- [ACTIVITY]: The reply should hold only the lines below from the one with "Map reading. Build" to the end, each copied exactly.

------ EXERCISE DATA

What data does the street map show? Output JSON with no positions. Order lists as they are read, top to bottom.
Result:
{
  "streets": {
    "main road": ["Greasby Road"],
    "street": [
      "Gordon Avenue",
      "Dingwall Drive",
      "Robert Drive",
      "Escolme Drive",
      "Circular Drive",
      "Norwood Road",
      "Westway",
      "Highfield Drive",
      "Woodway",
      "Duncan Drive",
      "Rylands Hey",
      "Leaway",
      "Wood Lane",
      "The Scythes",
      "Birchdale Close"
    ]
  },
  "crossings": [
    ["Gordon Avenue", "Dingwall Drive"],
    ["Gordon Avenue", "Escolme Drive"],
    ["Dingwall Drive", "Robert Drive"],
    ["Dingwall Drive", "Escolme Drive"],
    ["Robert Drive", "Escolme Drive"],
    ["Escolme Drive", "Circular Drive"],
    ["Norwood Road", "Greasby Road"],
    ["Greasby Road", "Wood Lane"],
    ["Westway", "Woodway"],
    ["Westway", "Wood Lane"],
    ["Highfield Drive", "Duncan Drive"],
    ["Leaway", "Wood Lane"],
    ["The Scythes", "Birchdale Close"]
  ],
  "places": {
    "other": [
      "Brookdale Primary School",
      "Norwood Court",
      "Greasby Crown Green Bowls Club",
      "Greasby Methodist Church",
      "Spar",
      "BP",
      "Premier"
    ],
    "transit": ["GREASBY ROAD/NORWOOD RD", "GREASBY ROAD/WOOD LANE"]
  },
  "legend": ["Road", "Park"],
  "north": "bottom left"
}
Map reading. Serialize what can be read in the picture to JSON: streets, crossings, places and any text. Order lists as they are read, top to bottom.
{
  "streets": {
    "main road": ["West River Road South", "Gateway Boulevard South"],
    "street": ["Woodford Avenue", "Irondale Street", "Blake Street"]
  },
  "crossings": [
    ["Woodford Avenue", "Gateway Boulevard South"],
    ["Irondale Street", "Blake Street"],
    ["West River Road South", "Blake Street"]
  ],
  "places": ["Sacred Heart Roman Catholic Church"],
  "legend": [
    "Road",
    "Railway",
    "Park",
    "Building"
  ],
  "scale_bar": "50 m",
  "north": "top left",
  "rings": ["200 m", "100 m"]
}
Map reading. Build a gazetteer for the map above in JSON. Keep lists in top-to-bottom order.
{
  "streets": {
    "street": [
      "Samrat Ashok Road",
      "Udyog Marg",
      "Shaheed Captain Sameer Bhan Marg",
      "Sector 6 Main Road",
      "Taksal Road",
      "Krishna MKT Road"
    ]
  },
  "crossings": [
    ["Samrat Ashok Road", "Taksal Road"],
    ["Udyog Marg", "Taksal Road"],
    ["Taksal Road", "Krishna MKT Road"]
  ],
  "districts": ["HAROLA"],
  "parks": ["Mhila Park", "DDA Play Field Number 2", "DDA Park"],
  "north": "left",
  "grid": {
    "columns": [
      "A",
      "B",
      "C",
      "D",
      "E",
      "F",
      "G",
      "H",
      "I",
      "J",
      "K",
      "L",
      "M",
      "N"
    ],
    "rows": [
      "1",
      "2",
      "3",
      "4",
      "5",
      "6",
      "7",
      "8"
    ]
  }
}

------------

- [TASK SOLUTION]:
Map reading. Build a gazetteer for the map above in JSON. Keep lists in top-to-bottom order.
{
  "streets": {
    "street": [
      "Samrat Ashok Road",
      "Udyog Marg",
      "Shaheed Captain Sameer Bhan Marg",
      "Sector 6 Main Road",
      "Taksal Road",
      "Krishna MKT Road"
    ]
  },
  "crossings": [
    ["Samrat Ashok Road", "Taksal Road"],
    ["Udyog Marg", "Taksal Road"],
    ["Taksal Road", "Krishna MKT Road"]
  ],
  "districts": ["HAROLA"],
  "parks": ["Mhila Park", "DDA Play Field Number 2", "DDA Park"],
  "north": "left",
  "grid": {
    "columns": [
      "A",
      "B",
      "C",
      "D",
      "E",
      "F",
      "G",
      "H",
      "I",
      "J",
      "K",
      "L",
      "M",
      "N"
    ],
    "rows": [
      "1",
      "2",
      "3",
      "4",
      "5",
      "6",
      "7",
      "8"
    ]
  }
}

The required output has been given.